At the time, Nelson was in his late 50s, a second-term Wisconsin Senator who had been governor of that state from 1958 to 1962. Okay, Nelson was a traditional old-school "liberal" Democrat -- probably more liberal than I or any of my friends have been at any stage of our lives. It showed up in his votes on everything: his stands on the war in Vietnam, consumer advocacy, and social welfare programs. His ADA (Americans for Democratic Action) rating was high -- close to100 percent. He once even introduced legislation banning the internal combustion engine as an amendment to the Clean Air Act. Overall, his voting record was nearly the polar opposite of the voting record of the moderate Republican member of Congress I worked for four years later.
The Environmental Senator
While assertive and strong, Gaylord Nelson was quietly outgoing and universally liked by other senators. He was quite at home with his Senate colleagues at The Monocle, a Capitol Hill bar on D Street, Northeast, near our office in the Russell Building. He was folksy, funny, and self-deprecating; he reminded me and other interns a little of the comedian Bob Newhart. His personal staff said he did funny things -- like reading the comics section of the Washington Post before anything else, and very occasionally, but furtively, smoking "Eve" cigarettes when no one was looking because of the embarrassment it would cause him if that bit of information got out, given his reputation as the "Earth Day Senator." He had a wicked wit. He did one-armed pushups at parties. He said "Holy cow!" a lot.
Nelson, of course, is now known as the "Environmental Senator." He is probably most famous for starting Earth Day in 1970. He sponsored or co-sponsored the 1964 Wilderness Act (preserving millions of acres of federal land) and laws that protected hiking trails or banned DDT, Agent Orange, and phosphate detergents. In fact, in his first speech as a Senator in March of 1963, he declared the erosion of the nation's air and water quality to be a pressing national issue. This was new and different stuff: "We need a comprehensive and nationwide program to save the natural resources of America," he said. "Our most priceless natural resources...are being destroyed." Conservation, once the province of civics classes, the scouting movements, and a few scattered organizations like the Sierra Club, was about to become political.
And from the beginning, Nelson was serious. In his first few months in office, he lobbied President Kennedy to push environmental protection as a national priority. In September of 1963, Kennedy went on a week-long, 10-state tour to talk up the importance of conservation. Nelson wrote the first Environmental Education Act. He had a part in writing most of the environmental legislation in the ten years following the first Earth Day.
Earth Day's Wake
Even before entering law and politics, Nelson was interested in the outdoors and protecting it. Born in Clear Lake, Wis., in 1916, he lived his childhood out-of-doors in a small town.
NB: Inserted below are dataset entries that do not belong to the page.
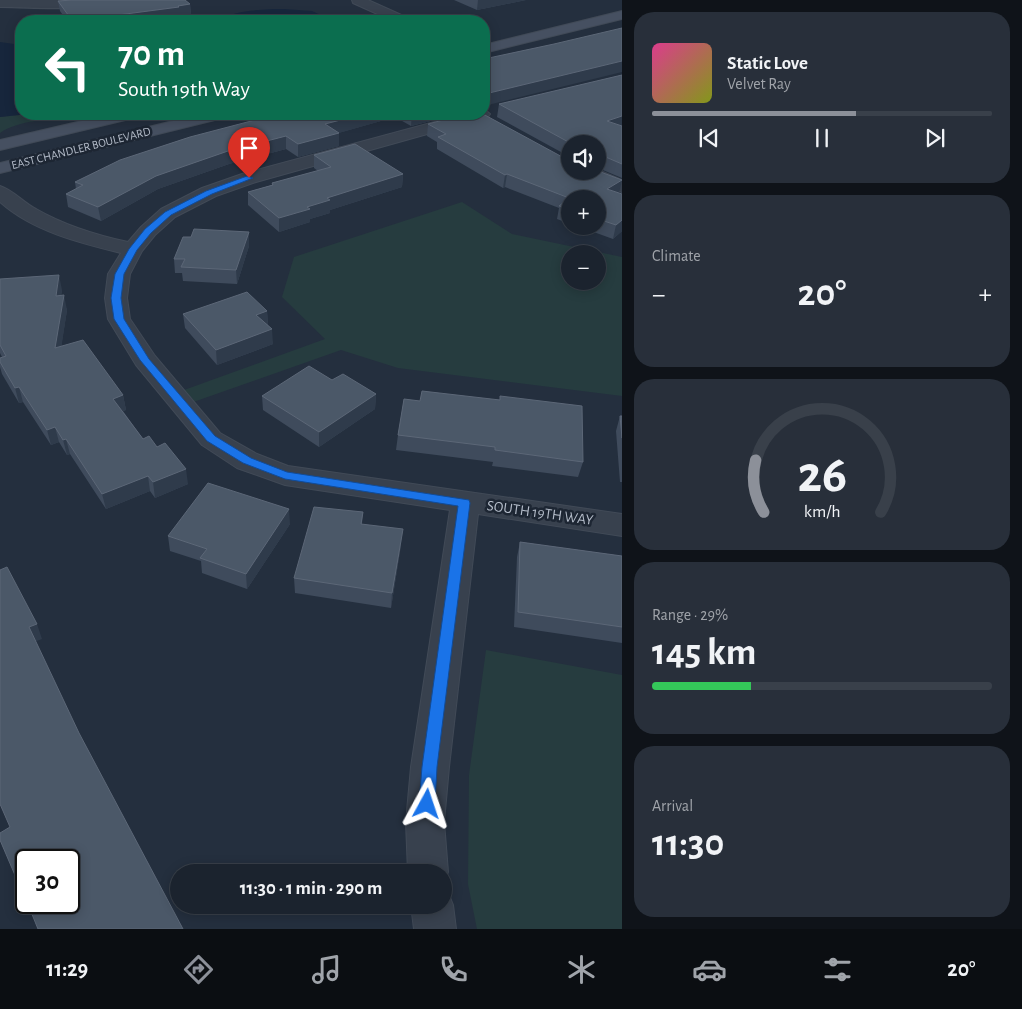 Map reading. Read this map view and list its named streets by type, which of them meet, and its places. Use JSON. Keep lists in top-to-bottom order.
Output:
{
  "streets": {
    "main road": ["EAST CHANDLER BOULEVARD"],
    "street": ["SOUTH 19TH WAY"]
  },
  "page": {
    "turn": ["70 m", "South 19th Way"],
    "song": ["Static Love", "Velvet Ray"],
    "map_buttons": ["+", "−"],
    "tile": [
      "Climate",
      ["Range · 29%", "145 km"],
      ["Arrival", "11:30"]
    ],
    "heat": ["−", "20°", "+"],
    "limit": "30",
    "trip": "11:30 · 1 min · 290 m",
    "tabs": ["11:29", "20°"],
    "gauge": ["26", "km/h"]
  }
}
The son of a country doctor, he grew up in the 1920s and 1930s with Wisconsin-style populism and progressivism -- with heroes like Bob LaFollette. After graduating from law school in 1942, he served as an officer in the military in Okinawa, Japan, where he met his wife, an Army nurse named Carrie Lee. (Tom Brokaw, in his 1998 book The Greatest Generation, told the story of their romance).
After the war, Nelson practiced law in Madison. A turning point in his life occurred when he met Aldo Leopold, author of the ecology book A Sand County Almanac. Leopold and the book really moved him. Nelson was elected to the Wisconsin State Senate in 1948 where he served three terms before going on to become governor in 1958. In the late 1950s, as governor, he pushed the environment as a political issue.
I'm sure that the first Earth Day in 1970 surpassed any notion Gaylord Nelson would have had of its success and continuing popularity. He got the idea in 1969 after visiting an oil spill off the coast of Santa Barbara, Calif. On his way back to Washington, he read an article in Ramparts magazine, about "teach-ins" on the Vietnam War. He decided to adopt that idea to the issue of protecting the environment. He engaged Denis Hayes, then a student at Harvard's Kennedy School of Government, to organize the event.
Hayes was serious too; he turned Earth Day into a political crusade. On April 22, 1970, 20 million Americans cleaned creeks, recycled cans, and held teach-ins on the environment. Congress stopped for a day so lawmakers could participate. In New York City, Mayor John V. Lindsay shut down Fifth Avenue to cars, cabs, and trucks. In the 1970s, Congress passed 28 major pieces of environmental legislation, including the Environmental Protection Act, the Clean Water Act, and the Safe Drinking Water Act.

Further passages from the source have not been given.